Partway up the peninsula our driver pulled into a little village and came to a stop beside a two-story house. Someone’s grandmother had died and we’d arrived for the funeral.

Funerals in this part of Sulawesi are announced months in advance, and all are welcome. At least that’s what we told ourselves.

On the way into the house we passed through the courtyard which, for the occasion, had taken on some of the aspects of a stockyard

 

 

with half-a-dozen water buffalo milling around.

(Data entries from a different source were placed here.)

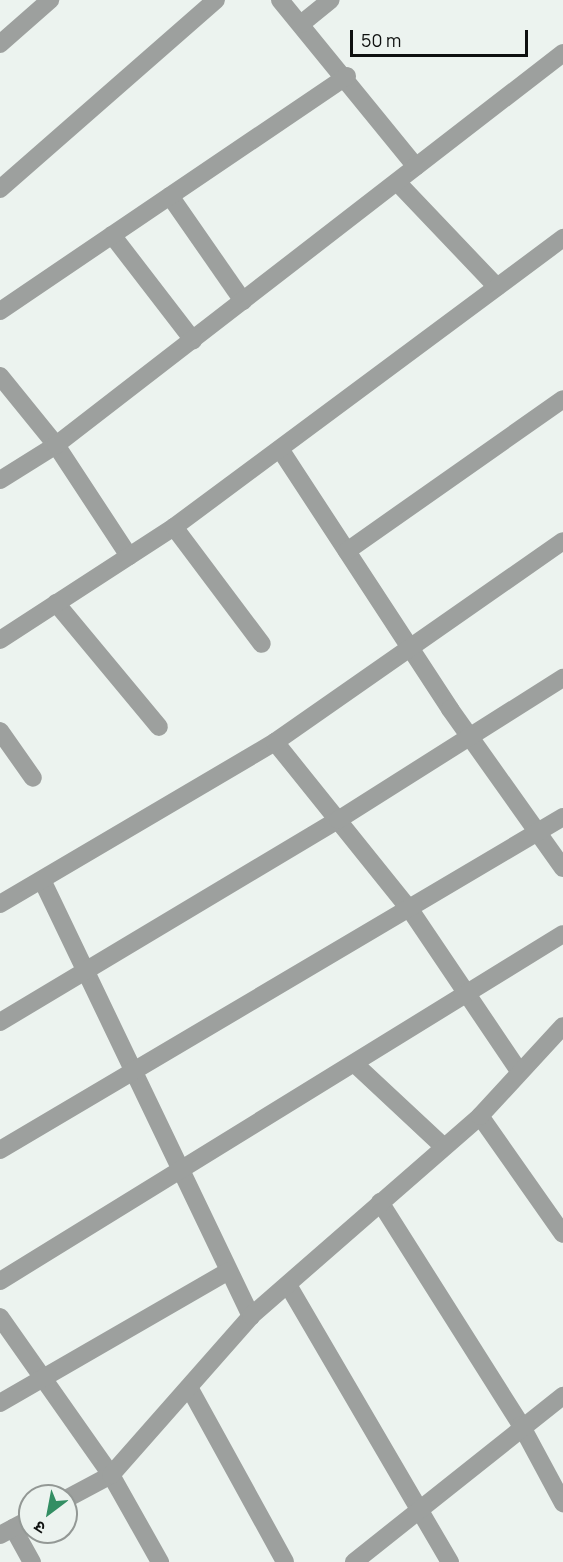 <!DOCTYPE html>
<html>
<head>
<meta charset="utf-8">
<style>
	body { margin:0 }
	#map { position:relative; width:563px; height:1562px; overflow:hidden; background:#ecf3ef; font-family:Manrope,"Noto Sans Devanagari",sans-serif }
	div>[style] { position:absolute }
	.street>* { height:18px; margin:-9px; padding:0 9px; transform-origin:9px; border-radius:9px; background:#9da09e }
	span { translate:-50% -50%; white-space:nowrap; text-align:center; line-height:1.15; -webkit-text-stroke:6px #ecf3ef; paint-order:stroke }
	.north { position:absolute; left:18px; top:1484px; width:60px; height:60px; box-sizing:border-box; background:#ecf3ef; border:2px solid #939895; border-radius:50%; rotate:212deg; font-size:16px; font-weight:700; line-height:24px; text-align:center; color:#0e100f }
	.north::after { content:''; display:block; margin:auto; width:21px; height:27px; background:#338e63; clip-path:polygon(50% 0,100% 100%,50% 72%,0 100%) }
	.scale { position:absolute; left:350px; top:30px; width:178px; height:27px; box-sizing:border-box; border:3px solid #0e100f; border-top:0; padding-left:8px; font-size:18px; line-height:21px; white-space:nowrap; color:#0e100f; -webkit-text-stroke:4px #ecf3ef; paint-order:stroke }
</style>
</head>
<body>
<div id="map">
	<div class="street">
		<div style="left:280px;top:0;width:215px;rotate:50.8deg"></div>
		<div style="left:301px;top:24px;width:38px;rotate:-39deg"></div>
		<div style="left:0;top:44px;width:67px;rotate:-41.3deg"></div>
		<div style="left:397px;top:182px;width:145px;rotate:46.4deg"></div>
		<div style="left:0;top:189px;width:287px;rotate:-41.2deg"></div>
		<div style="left:170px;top:196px;width:128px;rotate:55.2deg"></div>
		<div style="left:112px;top:235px;width:133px;rotate:52.4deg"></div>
		<div style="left:0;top:311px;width:419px;rotate:-34.1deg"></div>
		<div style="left:0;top:376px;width:89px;rotate:50.9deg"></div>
		<div style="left:56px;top:445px;width:133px;rotate:56.7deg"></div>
		<div style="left:280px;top:449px;width:311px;rotate:56.8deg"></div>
		<div style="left:450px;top:709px;width:195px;rotate:54.6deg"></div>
		<div style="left:0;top:480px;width:66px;rotate:-32deg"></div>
		<div style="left:56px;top:445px;width:641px;rotate:-37.71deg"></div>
		<div style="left:174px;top:527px;width:146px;rotate:53.1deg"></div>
		<div style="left:347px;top:551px;width:264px;rotate:-35.1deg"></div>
		<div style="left:56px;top:603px;width:161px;rotate:50.3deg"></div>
		<div style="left:0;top:640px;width:207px;rotate:-33deg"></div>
		<div style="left:174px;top:527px;width:485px;rotate:-36.6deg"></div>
		<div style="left:0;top:731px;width:57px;rotate:54.9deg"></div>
		<div style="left:275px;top:742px;width:217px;rotate:51.2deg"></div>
		<div style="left:411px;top:911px;width:193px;rotate:56deg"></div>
		<div style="left:42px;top:880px;width:484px;rotate:64.4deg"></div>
		<div style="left:0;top:904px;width:319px;rotate:-30.5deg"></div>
		<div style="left:275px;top:742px;width:351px;rotate:-34.9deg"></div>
		<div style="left:0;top:1022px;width:394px;rotate:-30.9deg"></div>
		<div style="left:338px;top:820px;width:266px;rotate:-32.3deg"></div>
		<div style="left:356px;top:1065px;width:120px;rotate:43deg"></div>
		<div style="left:480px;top:1116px;width:144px;rotate:54.9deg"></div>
		<div style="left:0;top:1150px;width:654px;rotate:-30.6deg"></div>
		<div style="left:380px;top:1202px;width:264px;rotate:57.7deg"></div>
		<div style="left:521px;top:1425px;width:89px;rotate:61.7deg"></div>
		<div style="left:0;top:1281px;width:661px;rotate:-31.65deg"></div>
		<div style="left:288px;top:1285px;width:321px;rotate:59.7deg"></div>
		<div style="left:0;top:1317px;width:193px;rotate:54.9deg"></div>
		<div style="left:111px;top:1475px;width:100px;rotate:60.6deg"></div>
		<div style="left:190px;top:1389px;width:197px;rotate:61.2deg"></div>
		<div style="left:0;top:1403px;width:264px;rotate:-30deg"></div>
		<div style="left:66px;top:1499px;width:51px;rotate:-28.1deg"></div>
		<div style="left:111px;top:1475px;width:212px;rotate:-48.6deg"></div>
		<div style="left:251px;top:1316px;width:304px;rotate:-41.1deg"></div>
		<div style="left:480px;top:1116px;width:122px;rotate:-47.3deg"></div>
		<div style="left:13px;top:1528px;width:39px;rotate:61deg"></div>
		<div style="left:0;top:1535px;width:34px;rotate:-28deg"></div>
		<div style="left:354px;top:1562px;width:267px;rotate:-38.5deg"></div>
	</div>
	<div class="north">उ</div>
	<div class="scale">50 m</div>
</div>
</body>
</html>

Nobody except our driver had a clue who we were but that didn’t seem to make any difference. The host ushered us upstairs to a pleasant shaded area

 

 

where we could sit and watch the proceedings. Then fetched a couple of elegant porcelain cups, poured for us and, smiling, left to offer tea to other mourners. We felt like honored guests at some kind of royal fete in upper-crust England.

In America there would have been questions and, undoubtedly, public health ordinances around what to do with deceased grandmothers. But not so in South Sulawesi. In South Sulawesi being dead doesn’t exclude anybody from participating in family life, and they just kept her in a coffin at the back of the house . . .

 

 

for the ten months or so it took to organize the funeral. 

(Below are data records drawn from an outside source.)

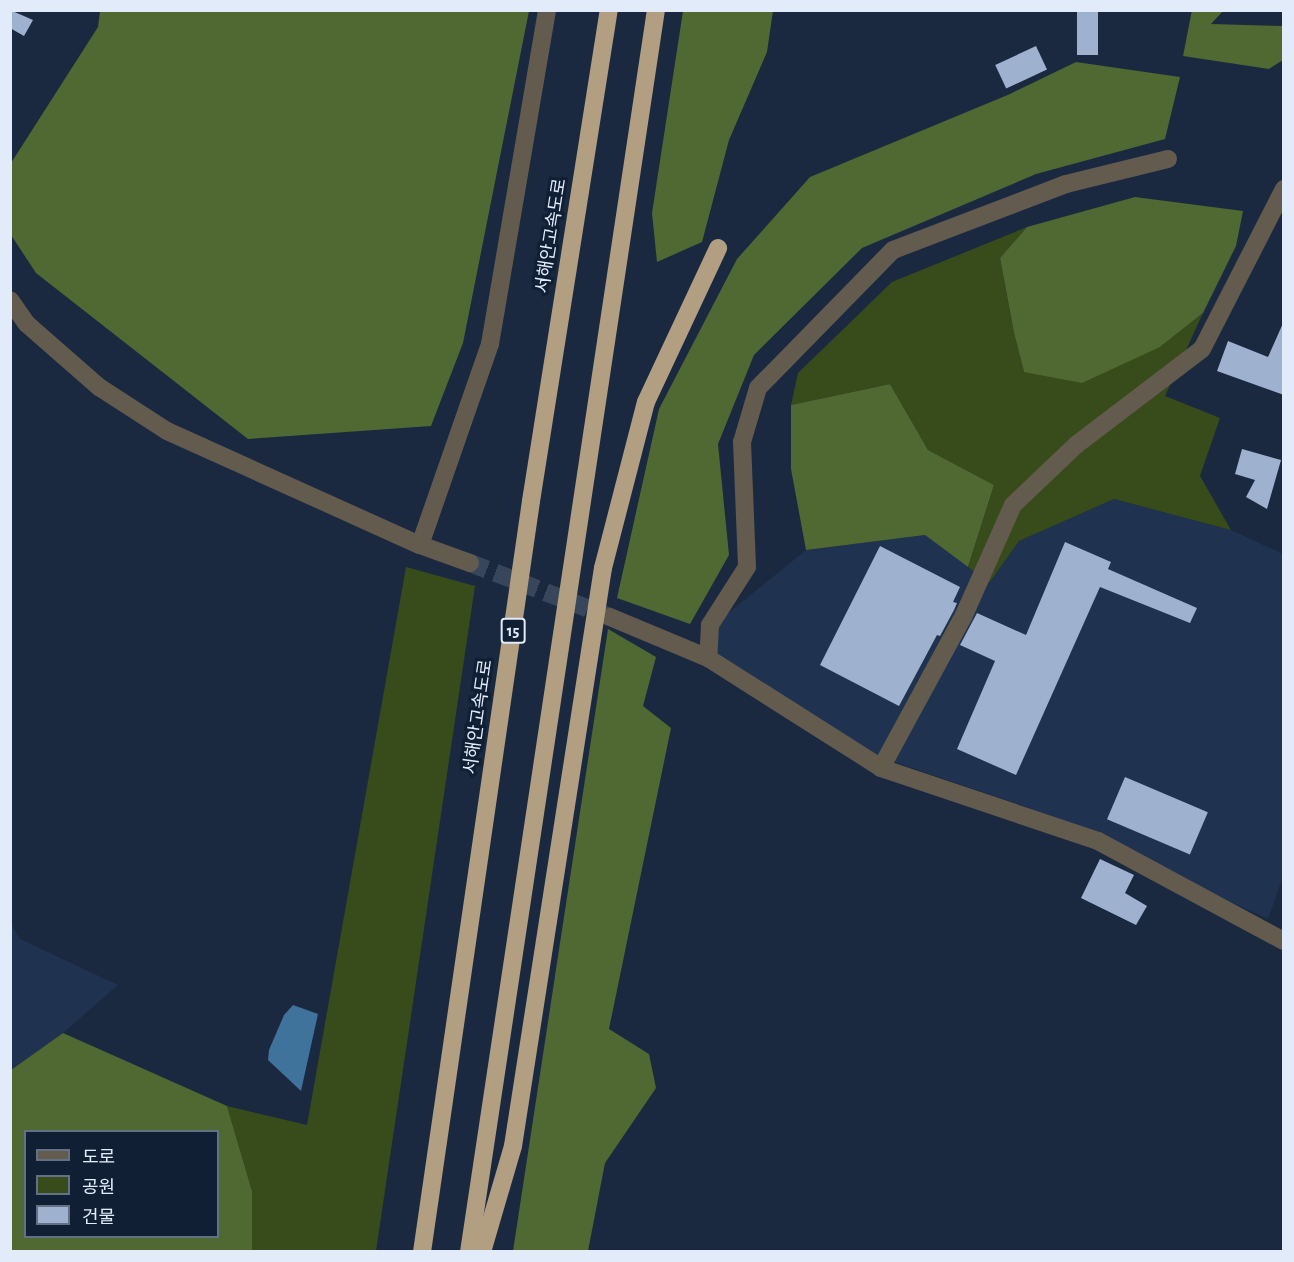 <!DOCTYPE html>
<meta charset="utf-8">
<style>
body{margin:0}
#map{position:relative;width:1294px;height:1262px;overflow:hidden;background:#1a2940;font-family:"Alegreya Sans","Noto Sans KR",sans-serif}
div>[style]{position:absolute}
.built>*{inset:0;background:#1f324f}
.green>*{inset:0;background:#374c1a}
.forest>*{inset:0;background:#506831}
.water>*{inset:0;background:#40739c}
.building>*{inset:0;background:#9eb1cf;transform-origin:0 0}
.minor-tunnel>*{height:18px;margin-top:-9px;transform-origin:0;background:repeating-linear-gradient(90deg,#38465c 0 18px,transparent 0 27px)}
.minor>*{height:18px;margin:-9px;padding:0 9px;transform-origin:9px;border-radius:9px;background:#625b4e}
.highway>*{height:18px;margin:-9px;padding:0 9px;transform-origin:9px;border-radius:9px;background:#b29f81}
span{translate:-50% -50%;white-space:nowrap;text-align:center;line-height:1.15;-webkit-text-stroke:6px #111f35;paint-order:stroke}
.shield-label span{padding:2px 4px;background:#111f35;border:2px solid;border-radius:4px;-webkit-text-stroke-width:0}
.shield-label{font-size:16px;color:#e1ebfa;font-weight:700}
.street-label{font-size:18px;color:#e1ebfa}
.frame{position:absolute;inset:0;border:12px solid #e1ebfa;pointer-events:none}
.legend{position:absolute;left:24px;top:1130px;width:195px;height:108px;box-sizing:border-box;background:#111f35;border:2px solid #647184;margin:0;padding:8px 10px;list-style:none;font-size:18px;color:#e1ebfa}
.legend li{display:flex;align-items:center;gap:12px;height:30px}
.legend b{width:30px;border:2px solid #647184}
</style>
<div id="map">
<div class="built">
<div style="clip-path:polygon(1114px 499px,1231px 530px,1283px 554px,1284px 873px,1268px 919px,1024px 806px,877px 756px,714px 655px,721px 619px,806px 550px,925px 535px,989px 583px,1019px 541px)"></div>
<div style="clip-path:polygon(10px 922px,20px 939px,118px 985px,63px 1033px,11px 1070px)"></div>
</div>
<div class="green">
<div style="clip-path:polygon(1027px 227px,1000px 258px,1014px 333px,1024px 372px,1160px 347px,1203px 313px,1165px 396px,1220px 418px,1200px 476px,1231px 530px,1114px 499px,1019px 541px,989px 583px,968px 567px,994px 485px,928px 450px,890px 384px,791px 405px,798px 373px,892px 282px)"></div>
<div style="clip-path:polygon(406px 567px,475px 586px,376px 1251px,252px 1251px,252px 1191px,227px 1106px,307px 1125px)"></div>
</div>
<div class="forest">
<div style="clip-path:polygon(1192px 10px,1223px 11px,1211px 24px,1283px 26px,1283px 60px,1269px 69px,1183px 56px)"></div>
<div style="clip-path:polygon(100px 11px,529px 11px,463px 343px,431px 426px,248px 439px,36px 273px,11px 235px,11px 163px,98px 27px)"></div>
<div style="clip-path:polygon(683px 11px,773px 11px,767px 52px,729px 140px,702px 242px,657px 262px,652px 213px)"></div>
<div style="clip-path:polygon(1076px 62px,1180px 77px,1165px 139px,1036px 174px,862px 248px,754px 355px,718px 444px,729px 555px,690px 624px,617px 598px,659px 409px,737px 259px,810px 177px,1010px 94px)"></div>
<div style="clip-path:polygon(1135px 197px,1243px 211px,1236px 246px,1203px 313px,1160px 347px,1082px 383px,1024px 372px,1014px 333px,1000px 258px,1027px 227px)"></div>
<div style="clip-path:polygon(890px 384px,928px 450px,994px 485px,968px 567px,925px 535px,806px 550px,791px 469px,791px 405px)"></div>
<div style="clip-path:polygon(608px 629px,656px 657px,643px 706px,671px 728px,609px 1029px,649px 1054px,656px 1088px,605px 1163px,588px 1251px,513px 1251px)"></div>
<div style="clip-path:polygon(evenodd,63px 1033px,227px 1106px,252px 1191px,252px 1251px,11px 1251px,11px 1070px,63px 1033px,26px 1132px,218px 1132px,218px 1236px,26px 1236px,26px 1132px)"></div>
</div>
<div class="water">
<div style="clip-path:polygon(293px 1005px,318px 1014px,301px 1091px,268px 1060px,269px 1050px,284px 1015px)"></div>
</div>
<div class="building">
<div style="clip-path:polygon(10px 10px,33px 20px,24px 36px,10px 28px)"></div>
<div style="left:1077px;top:10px;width:21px;height:45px"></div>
<div style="left:1036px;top:46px;width:26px;height:45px;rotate:65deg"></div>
<div style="clip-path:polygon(1284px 321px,1284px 395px,1217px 371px,1228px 341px,1268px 357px)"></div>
<div style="clip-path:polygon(1242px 449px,1281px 460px,1267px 509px,1246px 497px,1255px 480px,1235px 474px)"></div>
<div style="clip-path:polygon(1065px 542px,1111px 562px,1108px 569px,1197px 608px,1190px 623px,1100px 587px,1016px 775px,957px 749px,995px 661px,960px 645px,977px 613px,1026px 635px)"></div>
<div style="clip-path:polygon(880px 546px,960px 587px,953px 602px,957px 603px,954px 610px,940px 636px,937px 635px,899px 706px,820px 665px)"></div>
<div style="left:1125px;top:777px;width:90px;height:46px;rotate:23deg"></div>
<div style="clip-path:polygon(1100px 859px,1134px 875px,1125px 893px,1147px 906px,1136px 925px,1081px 898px)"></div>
</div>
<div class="minor-tunnel">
<div style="left:470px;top:563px;width:150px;rotate:21.1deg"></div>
</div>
<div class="minor">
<div style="left:1168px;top:159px;width:105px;rotate:166.2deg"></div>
<div style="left:1066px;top:184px;width:185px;rotate:159.1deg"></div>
<div style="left:893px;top:250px;width:193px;rotate:134.4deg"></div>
<div style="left:758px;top:388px;width:56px;rotate:106.5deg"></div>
<div style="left:742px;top:442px;width:125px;rotate:87.7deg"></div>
<div style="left:747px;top:567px;width:69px;rotate:122.5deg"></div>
<div style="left:710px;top:625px;width:33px;rotate:93deg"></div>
<div style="left:708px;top:658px;width:205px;rotate:32.4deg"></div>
<div style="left:881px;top:768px;width:229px;rotate:18.6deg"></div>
<div style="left:1098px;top:841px;width:211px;rotate:28.3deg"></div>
<div style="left:10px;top:300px;width:29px;rotate:55deg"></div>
<div style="left:27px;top:324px;width:96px;rotate:41.2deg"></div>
<div style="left:99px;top:387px;width:81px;rotate:32.9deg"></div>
<div style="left:167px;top:431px;width:277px;rotate:24.3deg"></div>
<div style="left:470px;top:563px;width:53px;rotate:-160.2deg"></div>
<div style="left:420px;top:545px;width:213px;rotate:-70.8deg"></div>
<div style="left:490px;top:344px;width:339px;rotate:-80.3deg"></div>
<div style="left:610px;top:617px;width:106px;rotate:22.7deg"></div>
<div style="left:881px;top:768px;width:174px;rotate:-61.5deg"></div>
<div style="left:964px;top:615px;width:120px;rotate:-66deg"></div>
<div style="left:1013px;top:505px;width:87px;rotate:-43.6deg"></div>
<div style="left:1076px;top:445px;width:158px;rotate:-37.3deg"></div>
<div style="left:1202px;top:349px;width:180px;rotate:-62.9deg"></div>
</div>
<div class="highway">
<div style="left:422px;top:1252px;width:759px;rotate:-81.74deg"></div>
<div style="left:531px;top:501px;width:497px;rotate:-81deg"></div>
<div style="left:469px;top:1252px;width:1256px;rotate:-81.44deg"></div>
<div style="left:482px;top:1252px;width:110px;rotate:-73.7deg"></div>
<div style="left:513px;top:1146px;width:585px;rotate:-81.15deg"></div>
<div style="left:603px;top:568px;width:171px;rotate:-75.5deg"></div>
<div style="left:646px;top:402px;width:170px;rotate:-64.9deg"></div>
</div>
<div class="shield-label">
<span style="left:513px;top:631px">15</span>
</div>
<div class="street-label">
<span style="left:552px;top:236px;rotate:-81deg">서해안고속도로</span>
<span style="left:479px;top:717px;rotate:-82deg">서해안고속도로</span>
</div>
<div class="frame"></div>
<ul class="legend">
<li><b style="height:8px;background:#625b4e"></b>도로</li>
<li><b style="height:16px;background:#374c1a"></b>공원</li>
<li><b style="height:16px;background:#9eb1cf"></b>건물</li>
</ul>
</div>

The reason they’re announced so far in advance is because families are extended, relatives are spread all over Indonesia, and it takes planning to arrange for everyone to be there. Also, it takes buffalo, which explained what was going on in the courtyard. It’s traditional to show respect to the bereaved by contributing a buffalo.

There was some talking and some reminiscencing among relatives, but it wasn’t all that emotional. The family had already had the better part of a year to make their goodbyes. Even the buffalo seemed to understand the dignity of the occasion and were more understanding than you’d guess

 

 

about having their throats cut.

But not all of them were killed. Buffalo are valuable and there was no point in wasting the whole herd. Other grandmothers would die, the family was going to need buffalo to send over, and some of the animals were led away to the buffalo bank to be withdrawn as needed. Besides, how much meat could one set of mourners reasonably be expected to purchase? As we filed out, a young man began slicing chunks from the carcasses and raising them into the air and calling for bids.

Sharing your home with a deceased grandmother didn’t seem one bit out of place, not in that village, not anywhere in that part of Sulawesi because, in that part of Sulawesi the dead never really leave. They just move into rock tombs,

 

 

or niches in cliffs,

 

 

or holes in trees.

 

 

Some wind up in coffins.

 

 

Or pilled in caves, their bones organized like dead Frenchmen

 

 

in the Catacombs beneath Paris, and it’s easy to see why. South Sulawesi is so startlingly beautiful

 

 

nobody would want to leave,

 

 

even when they’re too dead to enjoy the beauty.